In other words, it's probably unwise to take reports of the national
"epidemic" of childhood obesity, "meth" babies,
mean girls and overscheduled children strictly at face value. While
there are undeniably subsets of American children -- those of the
urban poor, for example -- who remain at high risk for hardship
and failure, Mintz stresses that overall, the nation's young are
now safer, healthier, have more equal opportunities and a higher
standard of living than children of any previous generation. Yet
as a society, we remain beset by free-floating anxiety about children's
welfare, frantic that our kids aren't getting enough of the right
things (parental attention, moral guidance and constructive play)
and are soaking up too much of the wrong things (sex and violence
in popular media, junk food and materialism). We worry about child
abduction, sexual predators, and whether our infants and toddlers
are spending too much time in day care. As Mintz writes, "It
is not surprising that cultural anxieties are often displaced on
the young; unable to control the world around them, adults shift
their attention to that which they think they can control: the next
generation." In reality, the author argues, social problems
and cultural strains that threaten America's children cannot be
segregated from those affecting their parents: "Our society
tends to treat young people's problems separately from those of
adults, as if they were not interconnected phenomena."

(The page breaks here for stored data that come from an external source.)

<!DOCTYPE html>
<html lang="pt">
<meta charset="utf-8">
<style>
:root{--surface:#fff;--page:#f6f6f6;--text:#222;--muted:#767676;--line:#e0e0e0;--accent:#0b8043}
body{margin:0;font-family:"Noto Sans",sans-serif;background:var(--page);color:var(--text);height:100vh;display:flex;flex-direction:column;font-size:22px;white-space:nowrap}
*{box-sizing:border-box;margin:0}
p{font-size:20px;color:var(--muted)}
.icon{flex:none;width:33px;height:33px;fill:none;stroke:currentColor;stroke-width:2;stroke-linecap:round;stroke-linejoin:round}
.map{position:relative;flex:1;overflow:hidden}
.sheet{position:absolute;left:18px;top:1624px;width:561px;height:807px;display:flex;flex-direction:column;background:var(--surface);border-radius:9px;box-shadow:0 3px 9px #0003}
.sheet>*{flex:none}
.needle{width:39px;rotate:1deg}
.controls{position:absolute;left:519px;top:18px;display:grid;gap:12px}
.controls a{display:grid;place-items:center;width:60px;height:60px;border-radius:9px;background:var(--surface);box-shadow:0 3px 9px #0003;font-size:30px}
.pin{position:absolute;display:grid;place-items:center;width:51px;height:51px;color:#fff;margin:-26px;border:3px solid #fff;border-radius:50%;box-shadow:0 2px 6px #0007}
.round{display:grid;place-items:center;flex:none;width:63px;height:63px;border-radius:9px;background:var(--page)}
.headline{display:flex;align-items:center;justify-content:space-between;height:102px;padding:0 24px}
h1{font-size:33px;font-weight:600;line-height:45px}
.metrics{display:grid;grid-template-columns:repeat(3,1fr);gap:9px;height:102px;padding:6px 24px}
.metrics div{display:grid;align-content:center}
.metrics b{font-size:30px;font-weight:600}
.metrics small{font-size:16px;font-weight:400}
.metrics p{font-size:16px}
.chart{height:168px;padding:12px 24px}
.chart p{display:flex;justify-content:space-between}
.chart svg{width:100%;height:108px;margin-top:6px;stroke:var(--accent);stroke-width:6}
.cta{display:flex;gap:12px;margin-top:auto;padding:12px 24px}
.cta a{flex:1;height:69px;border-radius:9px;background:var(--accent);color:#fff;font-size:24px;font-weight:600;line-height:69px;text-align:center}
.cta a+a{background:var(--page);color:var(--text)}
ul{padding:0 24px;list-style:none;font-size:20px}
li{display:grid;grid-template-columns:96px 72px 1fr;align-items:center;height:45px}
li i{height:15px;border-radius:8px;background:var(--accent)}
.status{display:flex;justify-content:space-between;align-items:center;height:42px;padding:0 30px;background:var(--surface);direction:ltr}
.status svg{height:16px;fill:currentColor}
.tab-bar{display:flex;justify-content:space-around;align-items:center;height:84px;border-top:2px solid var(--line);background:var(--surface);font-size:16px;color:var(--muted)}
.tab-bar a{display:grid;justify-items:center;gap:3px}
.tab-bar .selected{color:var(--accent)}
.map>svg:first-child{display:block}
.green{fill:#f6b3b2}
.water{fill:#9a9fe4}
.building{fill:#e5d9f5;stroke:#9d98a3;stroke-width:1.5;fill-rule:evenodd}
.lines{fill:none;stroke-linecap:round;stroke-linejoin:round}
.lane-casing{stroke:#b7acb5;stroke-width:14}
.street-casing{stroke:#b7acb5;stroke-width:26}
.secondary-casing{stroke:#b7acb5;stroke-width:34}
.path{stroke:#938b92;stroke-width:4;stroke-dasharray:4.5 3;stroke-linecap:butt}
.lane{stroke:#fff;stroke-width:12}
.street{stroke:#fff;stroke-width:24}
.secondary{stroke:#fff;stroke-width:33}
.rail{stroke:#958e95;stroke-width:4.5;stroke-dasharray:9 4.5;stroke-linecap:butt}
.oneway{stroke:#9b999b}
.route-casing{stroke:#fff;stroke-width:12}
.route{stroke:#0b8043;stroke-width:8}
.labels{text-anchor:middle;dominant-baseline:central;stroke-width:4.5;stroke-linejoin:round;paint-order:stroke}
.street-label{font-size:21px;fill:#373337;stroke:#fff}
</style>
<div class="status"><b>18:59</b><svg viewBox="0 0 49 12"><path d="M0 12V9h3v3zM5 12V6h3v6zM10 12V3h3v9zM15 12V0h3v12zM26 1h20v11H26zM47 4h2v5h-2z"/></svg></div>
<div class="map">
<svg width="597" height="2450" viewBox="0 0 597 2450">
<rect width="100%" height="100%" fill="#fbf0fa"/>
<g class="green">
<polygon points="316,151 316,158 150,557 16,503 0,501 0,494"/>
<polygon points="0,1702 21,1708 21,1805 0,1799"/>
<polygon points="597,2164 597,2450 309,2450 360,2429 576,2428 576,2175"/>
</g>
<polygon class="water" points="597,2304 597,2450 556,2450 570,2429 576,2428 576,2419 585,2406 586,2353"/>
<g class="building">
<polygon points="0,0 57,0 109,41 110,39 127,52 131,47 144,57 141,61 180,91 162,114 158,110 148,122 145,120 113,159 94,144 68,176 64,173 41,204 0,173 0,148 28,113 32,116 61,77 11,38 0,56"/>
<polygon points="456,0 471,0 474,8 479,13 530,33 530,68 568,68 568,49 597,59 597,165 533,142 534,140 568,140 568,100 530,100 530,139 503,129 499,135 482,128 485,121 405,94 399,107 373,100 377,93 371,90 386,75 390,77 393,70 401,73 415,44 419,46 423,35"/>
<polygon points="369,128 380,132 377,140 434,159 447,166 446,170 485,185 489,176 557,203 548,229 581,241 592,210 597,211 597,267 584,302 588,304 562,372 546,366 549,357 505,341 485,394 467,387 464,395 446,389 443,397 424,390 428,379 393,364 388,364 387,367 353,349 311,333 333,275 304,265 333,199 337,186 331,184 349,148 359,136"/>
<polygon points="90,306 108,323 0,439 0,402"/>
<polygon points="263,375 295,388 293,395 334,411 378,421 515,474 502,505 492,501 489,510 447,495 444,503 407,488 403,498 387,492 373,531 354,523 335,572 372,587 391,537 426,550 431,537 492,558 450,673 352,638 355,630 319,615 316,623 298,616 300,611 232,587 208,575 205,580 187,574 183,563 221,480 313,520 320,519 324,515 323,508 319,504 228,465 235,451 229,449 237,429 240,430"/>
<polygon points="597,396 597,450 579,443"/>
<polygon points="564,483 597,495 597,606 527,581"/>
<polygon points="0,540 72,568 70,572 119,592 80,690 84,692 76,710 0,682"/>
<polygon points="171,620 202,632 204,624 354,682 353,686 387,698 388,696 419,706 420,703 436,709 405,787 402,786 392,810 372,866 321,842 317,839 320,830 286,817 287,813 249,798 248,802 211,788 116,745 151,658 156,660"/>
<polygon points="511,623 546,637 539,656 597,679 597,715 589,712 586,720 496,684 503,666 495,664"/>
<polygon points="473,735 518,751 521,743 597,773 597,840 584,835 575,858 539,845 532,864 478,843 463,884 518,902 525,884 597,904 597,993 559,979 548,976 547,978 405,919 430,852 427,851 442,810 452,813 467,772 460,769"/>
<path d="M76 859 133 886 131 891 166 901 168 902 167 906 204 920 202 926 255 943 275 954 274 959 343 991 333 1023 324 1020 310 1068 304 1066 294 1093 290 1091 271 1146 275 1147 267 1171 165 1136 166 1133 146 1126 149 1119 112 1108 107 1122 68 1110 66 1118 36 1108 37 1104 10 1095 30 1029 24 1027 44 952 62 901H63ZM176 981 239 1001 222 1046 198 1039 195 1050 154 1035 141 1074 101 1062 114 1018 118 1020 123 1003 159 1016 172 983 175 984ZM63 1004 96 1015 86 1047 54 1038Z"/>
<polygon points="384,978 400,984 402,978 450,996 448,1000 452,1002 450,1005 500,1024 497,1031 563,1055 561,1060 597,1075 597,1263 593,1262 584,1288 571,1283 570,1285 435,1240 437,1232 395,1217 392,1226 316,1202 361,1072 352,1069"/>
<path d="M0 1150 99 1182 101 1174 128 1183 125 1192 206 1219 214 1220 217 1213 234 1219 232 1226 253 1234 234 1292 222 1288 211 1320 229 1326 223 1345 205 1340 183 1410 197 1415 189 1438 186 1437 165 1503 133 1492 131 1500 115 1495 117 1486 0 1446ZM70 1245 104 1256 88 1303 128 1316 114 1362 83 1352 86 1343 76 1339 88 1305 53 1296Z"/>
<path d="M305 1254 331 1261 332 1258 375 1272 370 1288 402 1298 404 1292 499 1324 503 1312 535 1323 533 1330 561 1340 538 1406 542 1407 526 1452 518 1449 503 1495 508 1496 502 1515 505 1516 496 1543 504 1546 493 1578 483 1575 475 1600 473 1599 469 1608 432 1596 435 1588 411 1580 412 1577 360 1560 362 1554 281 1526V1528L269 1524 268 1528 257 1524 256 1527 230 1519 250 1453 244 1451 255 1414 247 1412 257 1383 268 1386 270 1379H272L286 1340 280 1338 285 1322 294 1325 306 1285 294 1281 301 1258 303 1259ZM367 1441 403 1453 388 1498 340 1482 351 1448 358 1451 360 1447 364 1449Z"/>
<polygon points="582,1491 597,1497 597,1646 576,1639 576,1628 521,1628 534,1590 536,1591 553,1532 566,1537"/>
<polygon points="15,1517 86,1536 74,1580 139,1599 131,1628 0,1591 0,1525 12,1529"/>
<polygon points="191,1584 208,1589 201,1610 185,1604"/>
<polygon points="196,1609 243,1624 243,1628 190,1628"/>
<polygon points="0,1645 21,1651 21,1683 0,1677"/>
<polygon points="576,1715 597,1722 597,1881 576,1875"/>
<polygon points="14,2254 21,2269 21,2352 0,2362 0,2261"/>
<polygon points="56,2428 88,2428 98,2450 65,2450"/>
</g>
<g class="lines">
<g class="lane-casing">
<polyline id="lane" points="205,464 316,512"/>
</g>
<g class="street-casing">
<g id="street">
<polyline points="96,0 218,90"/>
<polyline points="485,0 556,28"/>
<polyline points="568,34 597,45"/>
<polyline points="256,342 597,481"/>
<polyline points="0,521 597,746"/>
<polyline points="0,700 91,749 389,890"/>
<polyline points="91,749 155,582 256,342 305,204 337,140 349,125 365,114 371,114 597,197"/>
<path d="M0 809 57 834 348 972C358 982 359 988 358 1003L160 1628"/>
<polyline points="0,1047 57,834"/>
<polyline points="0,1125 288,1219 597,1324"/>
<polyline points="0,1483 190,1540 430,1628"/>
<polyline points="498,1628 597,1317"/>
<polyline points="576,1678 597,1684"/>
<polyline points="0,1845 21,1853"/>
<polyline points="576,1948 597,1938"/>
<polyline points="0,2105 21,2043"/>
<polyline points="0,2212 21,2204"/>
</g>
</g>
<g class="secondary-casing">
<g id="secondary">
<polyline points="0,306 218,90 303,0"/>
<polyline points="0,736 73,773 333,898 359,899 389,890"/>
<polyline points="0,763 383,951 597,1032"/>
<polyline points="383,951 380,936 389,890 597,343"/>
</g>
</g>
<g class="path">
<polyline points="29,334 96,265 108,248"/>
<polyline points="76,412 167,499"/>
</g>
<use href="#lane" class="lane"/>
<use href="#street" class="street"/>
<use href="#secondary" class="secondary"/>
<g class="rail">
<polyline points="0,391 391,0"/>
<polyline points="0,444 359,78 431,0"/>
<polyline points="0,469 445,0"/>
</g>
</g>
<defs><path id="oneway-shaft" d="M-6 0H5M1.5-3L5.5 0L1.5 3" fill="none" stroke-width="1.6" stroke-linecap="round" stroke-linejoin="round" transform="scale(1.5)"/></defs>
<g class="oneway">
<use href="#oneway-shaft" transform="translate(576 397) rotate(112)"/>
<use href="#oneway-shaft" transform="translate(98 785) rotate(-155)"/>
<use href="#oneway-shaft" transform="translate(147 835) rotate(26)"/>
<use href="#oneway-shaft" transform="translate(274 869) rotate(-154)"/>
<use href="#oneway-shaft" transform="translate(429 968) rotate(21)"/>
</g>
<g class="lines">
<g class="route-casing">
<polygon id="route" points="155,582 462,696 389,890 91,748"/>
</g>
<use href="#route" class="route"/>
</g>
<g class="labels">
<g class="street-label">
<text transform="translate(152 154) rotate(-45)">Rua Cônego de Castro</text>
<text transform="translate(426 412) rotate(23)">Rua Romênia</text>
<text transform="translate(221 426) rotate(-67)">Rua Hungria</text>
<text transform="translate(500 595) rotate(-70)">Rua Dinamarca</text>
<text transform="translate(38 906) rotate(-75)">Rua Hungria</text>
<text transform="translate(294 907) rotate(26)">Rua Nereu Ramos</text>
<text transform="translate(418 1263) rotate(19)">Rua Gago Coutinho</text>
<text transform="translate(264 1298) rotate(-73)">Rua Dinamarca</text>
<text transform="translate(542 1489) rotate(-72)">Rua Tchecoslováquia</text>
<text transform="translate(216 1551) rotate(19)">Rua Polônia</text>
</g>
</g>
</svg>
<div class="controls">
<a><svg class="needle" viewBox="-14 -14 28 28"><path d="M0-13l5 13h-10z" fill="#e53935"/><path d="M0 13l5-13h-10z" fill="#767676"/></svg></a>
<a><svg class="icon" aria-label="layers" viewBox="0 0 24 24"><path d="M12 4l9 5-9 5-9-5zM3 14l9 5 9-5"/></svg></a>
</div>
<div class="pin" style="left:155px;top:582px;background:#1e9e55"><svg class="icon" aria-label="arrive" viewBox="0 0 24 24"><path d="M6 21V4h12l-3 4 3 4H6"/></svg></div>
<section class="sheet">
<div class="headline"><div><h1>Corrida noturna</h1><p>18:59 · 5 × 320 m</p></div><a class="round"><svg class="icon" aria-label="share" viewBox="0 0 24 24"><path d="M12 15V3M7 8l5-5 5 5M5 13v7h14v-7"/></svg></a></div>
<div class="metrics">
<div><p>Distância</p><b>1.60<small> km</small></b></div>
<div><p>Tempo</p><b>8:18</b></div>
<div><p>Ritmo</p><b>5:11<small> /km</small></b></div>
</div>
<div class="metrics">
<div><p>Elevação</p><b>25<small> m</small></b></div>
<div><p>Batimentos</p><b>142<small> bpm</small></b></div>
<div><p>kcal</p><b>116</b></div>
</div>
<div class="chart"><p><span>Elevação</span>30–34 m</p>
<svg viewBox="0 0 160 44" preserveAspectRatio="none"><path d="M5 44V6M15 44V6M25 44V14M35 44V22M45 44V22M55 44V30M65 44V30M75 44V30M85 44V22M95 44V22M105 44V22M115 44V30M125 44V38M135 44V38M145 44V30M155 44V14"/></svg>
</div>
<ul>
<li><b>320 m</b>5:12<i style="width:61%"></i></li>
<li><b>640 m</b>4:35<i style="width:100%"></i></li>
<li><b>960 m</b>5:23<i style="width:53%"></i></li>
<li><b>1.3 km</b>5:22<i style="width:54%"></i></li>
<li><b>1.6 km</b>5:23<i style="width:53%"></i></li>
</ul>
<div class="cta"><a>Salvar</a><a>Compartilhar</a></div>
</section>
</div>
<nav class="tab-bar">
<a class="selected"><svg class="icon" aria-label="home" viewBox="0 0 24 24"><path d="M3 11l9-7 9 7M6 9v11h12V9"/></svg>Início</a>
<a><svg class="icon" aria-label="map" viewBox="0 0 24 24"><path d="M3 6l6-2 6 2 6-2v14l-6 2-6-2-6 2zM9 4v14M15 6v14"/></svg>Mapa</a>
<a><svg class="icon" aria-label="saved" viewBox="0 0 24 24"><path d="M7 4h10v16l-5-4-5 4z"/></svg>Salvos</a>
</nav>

Writers as diverse as Susan Douglas and Meredith Michaels (The
Mommy Myth), Janna Malamud Smith (A
Potent Spell) and Judith Warner (Perfect
Madness) have connected the dots between growing angst
over the supposed disintegration of American childhood and the escalating
demands of intensive mothering. Warner even goes so far as to suggest
that in certain affluent enclaves, intensive mothering has become
something of a competitive sport. The days when average middle-class
parents were proud to have above-average children seem to be over
and done with; in a winner-take-all society, nothing less than a
"winner" will do. And the myth of maternal omnipotence
-- still alive and kicking since the dawn of Republican Motherhood
in the late 1700s -- assures that mothers who raise winners get
to share the glory, even though who wins and who loses in America
in the age of the widening wealth gap is generally a matter of luck.
Indeed, the history of American childhood belies the popular conviction
that truly exceptional people (as opposed to those who simply inherit
a sense of entitlement) are first and foremost a product of conscientious
parenting. For much of our nation's history, children's living conditions,
access to education and child-rearing norms were deplorable by twenty-first
century standards, yet every era managed to raise the usual complement
of geniuses, criminal masterminds and visionaries. This presents
the controversial possibility that exceptional people -- and even
reasonably successful ones -- actually create themselves through
a combination of innate potential, self-discipline and self-discovery.
Caring parents and other members of society clearly have an opportunity
-- and even an obligation -- to support children's development,
but the most valuable parenting skill may be knowing when to step
out of the way.
While today's hovering parents strive to give their children
a leg-up on the social ladder by insulating them from the normal
difficulties and disappointments of childhood, Minz recommends an
entirely different approach. Whether we like it or not, he argues,
American children are completely enmeshed in the social fabric of
the adult world and deserve a more active and visible place in it.
The message bobbing in the undercurrent of Huck's Raft
is that rather than giving our children everything of ourselves,
perhaps what they need most is enough freedom to explore the complications
and possibilities of their own lives.